A part of me liked that we had, instead of the two siblings fighting during “Was Will Ich Hier”, we have Morgana and Arthur bonding. That sibling bond was, in my opinion, one of the more interesting possible dynamics in the show. But, unfortunately, the resulting conflict with Merlin felt very “been there, done that.” It’s more PLAUSIBLE than in cases where, say, the Enemy of the Week poses as a little girl and suddenly the main cast, who have known one another for twenty years, are suddenly slinging accusations against one another, but it STILL felt rather forced and predictable.
I was actually really grateful that we didn’t have the Morgana/Lot relationship in this particular production--Making Morgana an actual domestic abuse victim and then killing her off NEVER sat well with me, but as a result of that, now we have this situation where we have two more or less unconnected villains: Morgana and Wulfstan, and the plot only really needed one. Wulfstan, as a character, just....isn’t interesting. He’s a more or less generic “Barbarian Warlord” type who’s pissed Arthur killed his son and creeps on Morgana. I can’t REALLY say anything more there. Their plotlines intersect in the very beginning, when they capture Morgana and she guides them to Uther’s old castle, but other than that, there’s a general disconnect between them, and there’s no real PAYOFF to that. Instead, it just feels like it makes the plot needlessly busy.
One thing I’ve noticed, with both La Legende du Roi Arthur and XCalibur, is this pressure to fit as MUCH Arthurian in as possible, and as a result, the final musicals become rather crowded, so there’s no real time for DEVELOPMENT or substance.

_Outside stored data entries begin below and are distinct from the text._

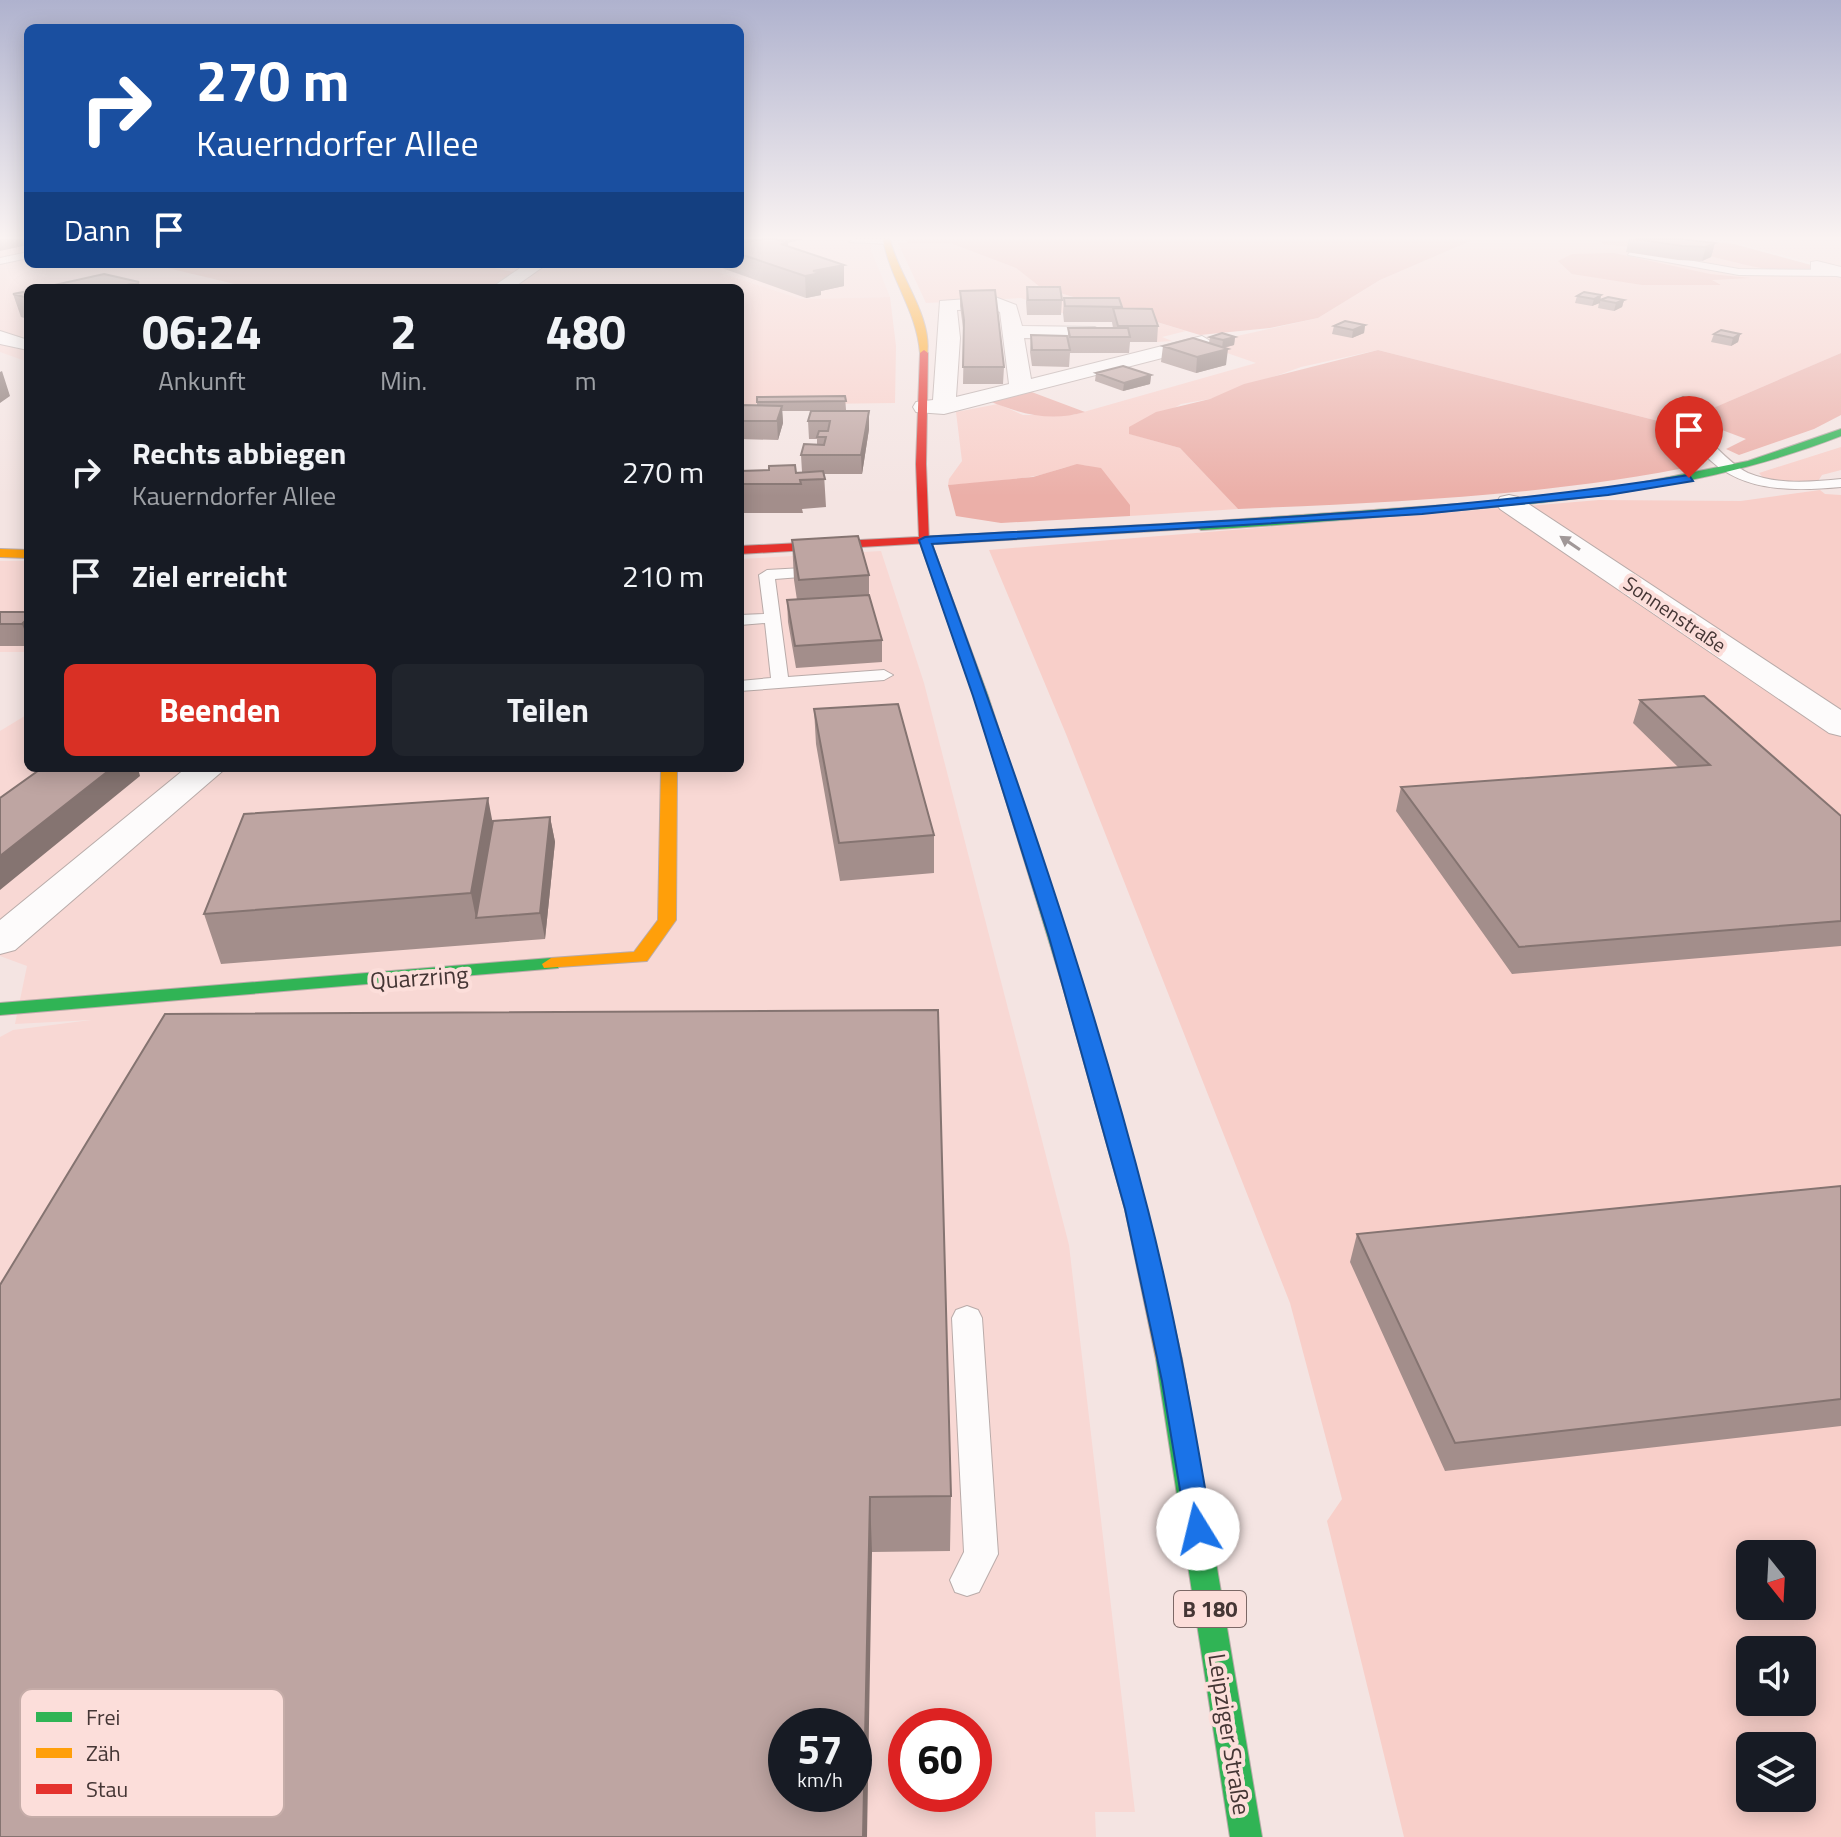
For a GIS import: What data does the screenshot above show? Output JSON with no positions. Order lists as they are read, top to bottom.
{
  "streets": {
    "main road": ["Quarzring", "B 180", "Leipziger Straße"],
    "street": ["Sonnenstraße"]
  },
  "one_way": ["Sonnenstraße"],
  "legend": ["Frei", "Zäh", "Stau"],
  "north": "bottom",
  "page": {
    "turn": ["270 m", "Kauerndorfer Allee"],
    "then": "Dann",
    "eta": [
      "06:24",
      "Ankunft",
      "2",
      "Min.",
      "480",
      "m"
    ],
    "list": [
      {
        "name": "Rechts abbiegen",
        "note": "Kauerndorfer Allee",
        "value": "270 m"
      },
      {
        "name": "Ziel erreicht",
        "value": "210 m"
      }
    ],
    "buttons": ["Beenden", "Teilen"],
    "speed": "57 km/h",
    "limit": "60"
  }
}
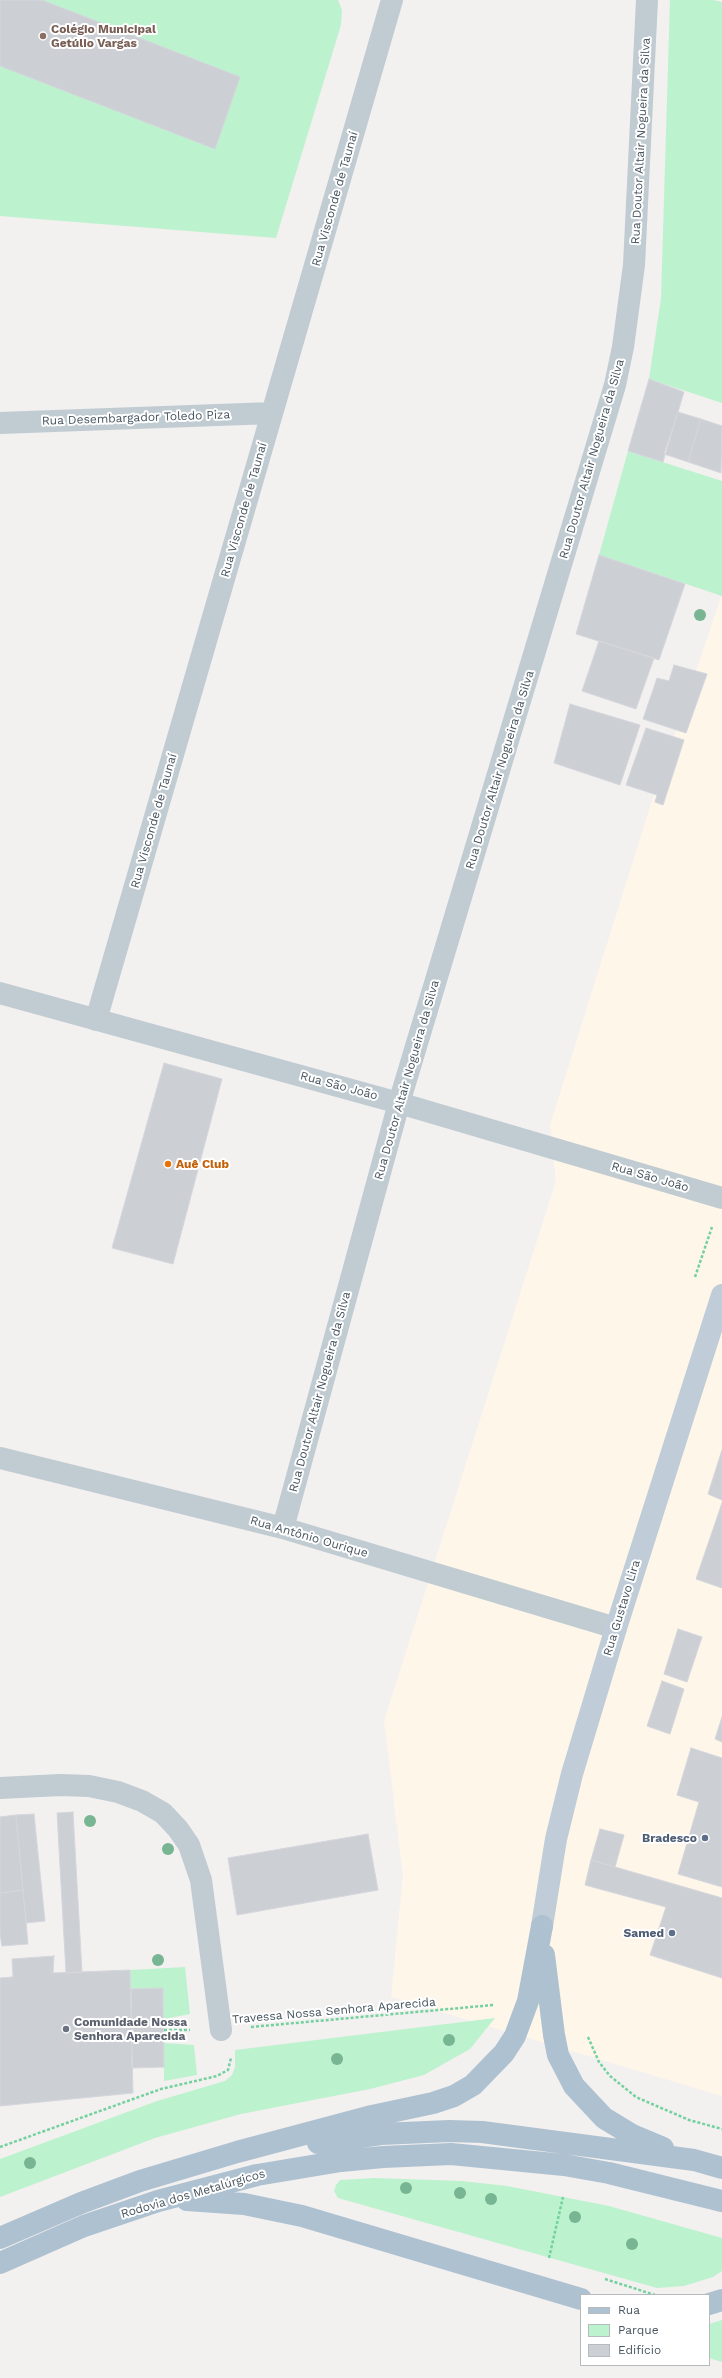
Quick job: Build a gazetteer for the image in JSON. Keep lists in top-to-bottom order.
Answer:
{
  "streets": {
    "main road": ["Rua Gustavo Lira", "Rodovia dos Metalúrgicos"],
    "street": [
      "Rua Doutor Altair Nogueira da Silva",
      "Rua Visconde de Taunaí",
      "Rua Desembargador Toledo Piza",
      "Rua São João",
      "Rua Antônio Ourique"
    ],
    "path": ["Travessa Nossa Senhora Aparecida"]
  },
  "crossings": [
    ["Rua Doutor Altair Nogueira da Silva", "Rua São João"],
    ["Rua Doutor Altair Nogueira da Silva", "Rua Antônio Ourique"],
    ["Rua Visconde de Taunaí", "Rua Desembargador Toledo Piza"],
    ["Rua Visconde de Taunaí", "Rua São João"],
    ["Rua Antônio Ourique", "Rua Gustavo Lira"]
  ],
  "places": [
    "Colégio Municipal Getúlio Vargas",
    "Auê Club",
    "Bradesco",
    "Samed",
    "Comunidade Nossa Senhora Aparecida"
  ],
  "legend": ["Rua", "Parque", "Edifício"]
}
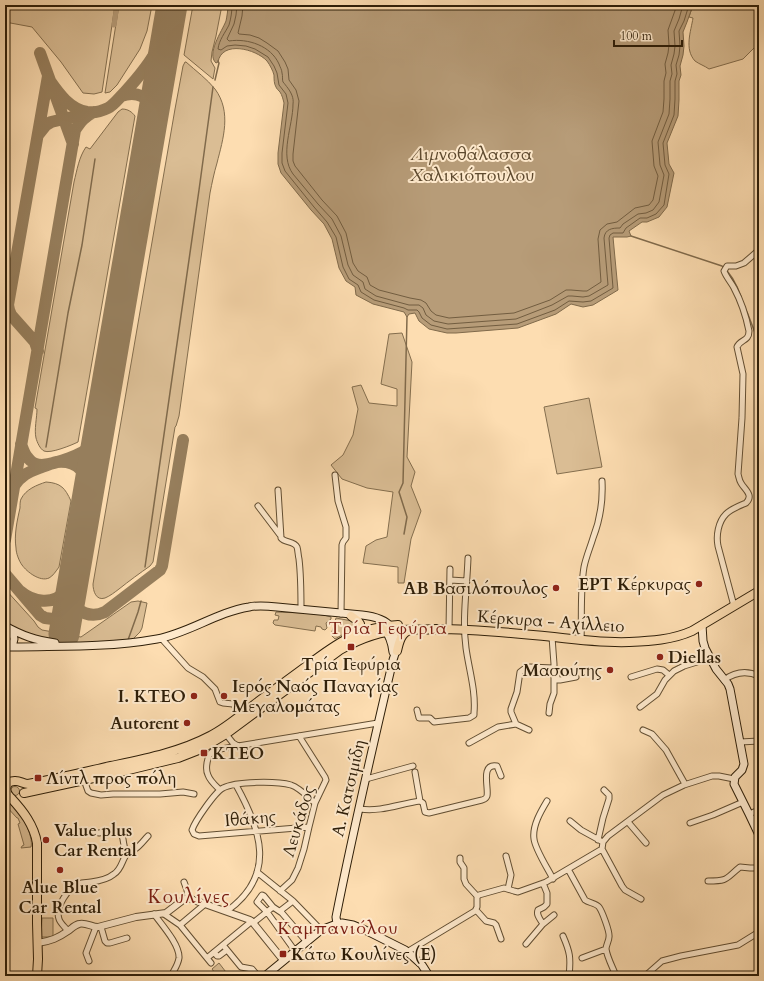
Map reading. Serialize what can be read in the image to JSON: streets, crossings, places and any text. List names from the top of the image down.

“Okay, we have to have the pulling from the sword here!” “Right!” “Hm, Morgana le Fay is one of the most iconic antagonists, we probably need her there.” “Saxons?” “Sure!” “Everyone’s expecting Lancelot and Guinevere, we can’t not have them in there.”
I FEEL like XCalibur is LESS bogged down than LRA with regards to that factor, since the latter also threw in Maleagant as a secondary antagonist to Morgana and the Grail quest, but I still feel like XCalibur bit off more than it could really chew. Which is a pity, because there are Arthurian plot lines that have gotten comparatively little attention in recent days that you could include instead of going the “Paint By Numbers” route.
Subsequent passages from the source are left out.